Similar to our previous studies,¹²^,¹⁷ all rabbits were euthanized via intravenous injection of a high concentration (100 mg per kg of body weight) of pentobarbital sodium (Merck, Darmstadt, Germany) after the experimental observation period. The experimental observation period was different for each group. For the MT and MC subgroups, the experimental observation period was 13 weeks, whereas for MWT, MWC and BC subgroups the experimental observation period was 25 weeks (all groups included 1 week of adaptation before commencing experiments). Upon euthanization, both eyes were promptly enucleated, the corneas of 18 eyes in each subgroup were carefully separated along with a 3-mm-wide ring of scleral tissue and mounted onto a pressure chamber. Mechanical clamps were used to securely attach the entire scleral ring to the chamber, allowing only the corneal cap to deform freely. The chamber was filled with phosphate-buffered saline (PBS; Maixin, Fujian, China), inside which the internal pressure (simulating IOP) was controlled using a syringe pump.¹²^,¹⁷^,¹⁸ Movement of the pump was controlled by custom-built LabVIEW software (National Instruments, Austin, TX, USA). Corneal geometric features, such as central and peripheral tissue thickness (the latter taken approximately 1.5 mm away from the limbus) at locations across the surface and diameter in horizontal, vertical, and two 45° diagonal directions, were determined using an ultrasonic pachymeter (SP-3000; Tomey Corporation, Aichi, Japan), and a vernier caliper, respectively. Side images were also taken by three digital cameras positioned around the specimen with 120° between their longitudinal axes. These images were analyzed to determine the anterior topography of the cornea.

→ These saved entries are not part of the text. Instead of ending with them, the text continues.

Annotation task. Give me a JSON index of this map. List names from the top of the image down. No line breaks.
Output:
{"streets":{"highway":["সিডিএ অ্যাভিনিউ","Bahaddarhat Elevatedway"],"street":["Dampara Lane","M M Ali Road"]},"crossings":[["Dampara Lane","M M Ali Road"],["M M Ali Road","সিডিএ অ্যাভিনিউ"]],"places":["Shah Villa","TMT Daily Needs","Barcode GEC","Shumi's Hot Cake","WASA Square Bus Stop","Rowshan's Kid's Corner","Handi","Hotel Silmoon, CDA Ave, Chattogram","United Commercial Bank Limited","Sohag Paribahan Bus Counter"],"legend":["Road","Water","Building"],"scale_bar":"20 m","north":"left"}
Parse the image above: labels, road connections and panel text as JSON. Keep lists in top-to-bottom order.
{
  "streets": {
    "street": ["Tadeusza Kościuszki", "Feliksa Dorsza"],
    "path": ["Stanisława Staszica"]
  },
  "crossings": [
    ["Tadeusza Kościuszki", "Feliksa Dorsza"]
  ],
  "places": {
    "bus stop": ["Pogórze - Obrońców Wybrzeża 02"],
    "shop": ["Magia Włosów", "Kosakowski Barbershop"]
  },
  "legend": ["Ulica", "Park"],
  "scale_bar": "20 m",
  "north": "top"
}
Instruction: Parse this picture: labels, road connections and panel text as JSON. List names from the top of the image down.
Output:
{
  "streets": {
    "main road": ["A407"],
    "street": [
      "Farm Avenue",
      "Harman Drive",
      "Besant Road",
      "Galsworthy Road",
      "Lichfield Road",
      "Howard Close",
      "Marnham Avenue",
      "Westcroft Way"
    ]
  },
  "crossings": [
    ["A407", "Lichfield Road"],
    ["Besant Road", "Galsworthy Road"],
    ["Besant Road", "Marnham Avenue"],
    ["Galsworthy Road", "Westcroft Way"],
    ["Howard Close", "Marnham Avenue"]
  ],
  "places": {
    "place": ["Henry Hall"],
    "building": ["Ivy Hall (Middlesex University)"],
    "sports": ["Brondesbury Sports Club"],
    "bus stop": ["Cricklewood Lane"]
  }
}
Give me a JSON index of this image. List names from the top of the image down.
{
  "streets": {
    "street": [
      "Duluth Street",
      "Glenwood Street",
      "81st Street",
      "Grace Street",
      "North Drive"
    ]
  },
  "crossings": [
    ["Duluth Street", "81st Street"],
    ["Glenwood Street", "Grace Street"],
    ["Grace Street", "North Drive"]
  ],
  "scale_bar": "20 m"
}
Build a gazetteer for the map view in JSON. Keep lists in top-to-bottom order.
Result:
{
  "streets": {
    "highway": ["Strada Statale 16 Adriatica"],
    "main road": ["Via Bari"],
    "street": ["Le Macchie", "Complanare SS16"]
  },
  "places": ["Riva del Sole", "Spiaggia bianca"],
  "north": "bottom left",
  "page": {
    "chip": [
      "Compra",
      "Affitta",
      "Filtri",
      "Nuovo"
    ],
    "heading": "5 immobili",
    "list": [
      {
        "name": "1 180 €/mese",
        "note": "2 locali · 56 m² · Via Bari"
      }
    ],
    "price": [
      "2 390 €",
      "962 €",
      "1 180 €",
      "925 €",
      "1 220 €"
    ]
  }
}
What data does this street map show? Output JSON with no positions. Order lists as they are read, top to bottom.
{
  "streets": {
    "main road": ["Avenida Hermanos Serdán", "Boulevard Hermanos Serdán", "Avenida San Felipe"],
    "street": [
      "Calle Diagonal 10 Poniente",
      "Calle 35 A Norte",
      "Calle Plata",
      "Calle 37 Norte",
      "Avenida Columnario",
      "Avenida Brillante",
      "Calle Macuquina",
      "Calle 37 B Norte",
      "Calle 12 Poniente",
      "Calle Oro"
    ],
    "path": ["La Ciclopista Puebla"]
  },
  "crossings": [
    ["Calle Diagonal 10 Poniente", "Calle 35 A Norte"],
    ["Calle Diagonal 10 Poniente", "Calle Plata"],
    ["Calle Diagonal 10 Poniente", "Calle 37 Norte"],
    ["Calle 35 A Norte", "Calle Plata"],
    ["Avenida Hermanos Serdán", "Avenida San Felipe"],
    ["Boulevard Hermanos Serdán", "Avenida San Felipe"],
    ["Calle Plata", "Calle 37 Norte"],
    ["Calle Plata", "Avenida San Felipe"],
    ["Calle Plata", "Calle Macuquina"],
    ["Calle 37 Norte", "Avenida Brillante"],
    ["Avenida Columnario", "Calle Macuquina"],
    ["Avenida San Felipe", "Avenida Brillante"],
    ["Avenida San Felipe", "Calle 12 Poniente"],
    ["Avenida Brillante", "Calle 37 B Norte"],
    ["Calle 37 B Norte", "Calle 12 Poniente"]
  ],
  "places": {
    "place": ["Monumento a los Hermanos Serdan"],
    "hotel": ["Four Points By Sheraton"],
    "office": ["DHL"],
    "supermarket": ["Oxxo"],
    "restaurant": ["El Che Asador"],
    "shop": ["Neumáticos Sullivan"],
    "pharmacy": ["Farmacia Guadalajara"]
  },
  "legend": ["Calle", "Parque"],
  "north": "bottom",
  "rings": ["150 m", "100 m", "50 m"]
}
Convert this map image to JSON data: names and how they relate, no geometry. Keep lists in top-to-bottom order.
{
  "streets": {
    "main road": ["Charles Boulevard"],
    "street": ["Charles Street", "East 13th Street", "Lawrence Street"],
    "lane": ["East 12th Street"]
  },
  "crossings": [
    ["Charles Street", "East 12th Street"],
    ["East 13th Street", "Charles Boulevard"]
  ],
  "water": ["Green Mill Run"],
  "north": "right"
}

Biomechanical Inflation Testing

After they were mounted on the pressure chamber, cornea specimens were inflated with an initial pressure of 2.0 mmHg to maintain a wrinkle-free surface. Corneal apex displacement and the pressure inside the chamber were continuously monitored by a CCD laser sensor (LK series; Keyence, Osaka, Japan) and A pressure sensor (DMP-HS, Hangzhou Yunm Instrument Co., Ltd., Hangzhou, China), which were connected to a computer to record pressure and displacement data. Three loading and unloading cycles were then conducted with a pressure change rate of 0.40 mmHg/s and a maximum pressure of 32.0 mmHg to condition the behavior of the tissue.¹⁹ To ensure that the behavior was not influenced by the strain history of previous loading cycles, a 90-second recovery period was allowed between each two cycles.²⁰ Subsequently, a final pressure loading up to 32.0 mmHg was applied, and the corresponding pressure–deformation behavior was recorded and utilized in an inverse analysis exercise to assess the biomechanical properties of the tissue. All testing procedures were completed within 3 hours postmortem.

Inverse Analysis

Specimen-specific numerical models, constructed using experimentally recorded corneal geometry data, were employed in an inverse analysis process based on the finite element (FE) method to derive the stress–strain behavior of the tissue. The iterative inverse analysis process used the FE solver Abaqus (Dassault Systèmes, Waltham, MA, USA) and the optimization software package LS-OPT (Livermore Software Technology, Livermore, CA, USA).²⁰^,²¹ The analysis was based on trialing different corneal stress–strain relationships until the mismatch between the model predictions of corneal apical displacement and the experimentally measured values reached the lowest value. With the stress–strain behavior determined, the tangent modulus of the material at any stress could be estimated.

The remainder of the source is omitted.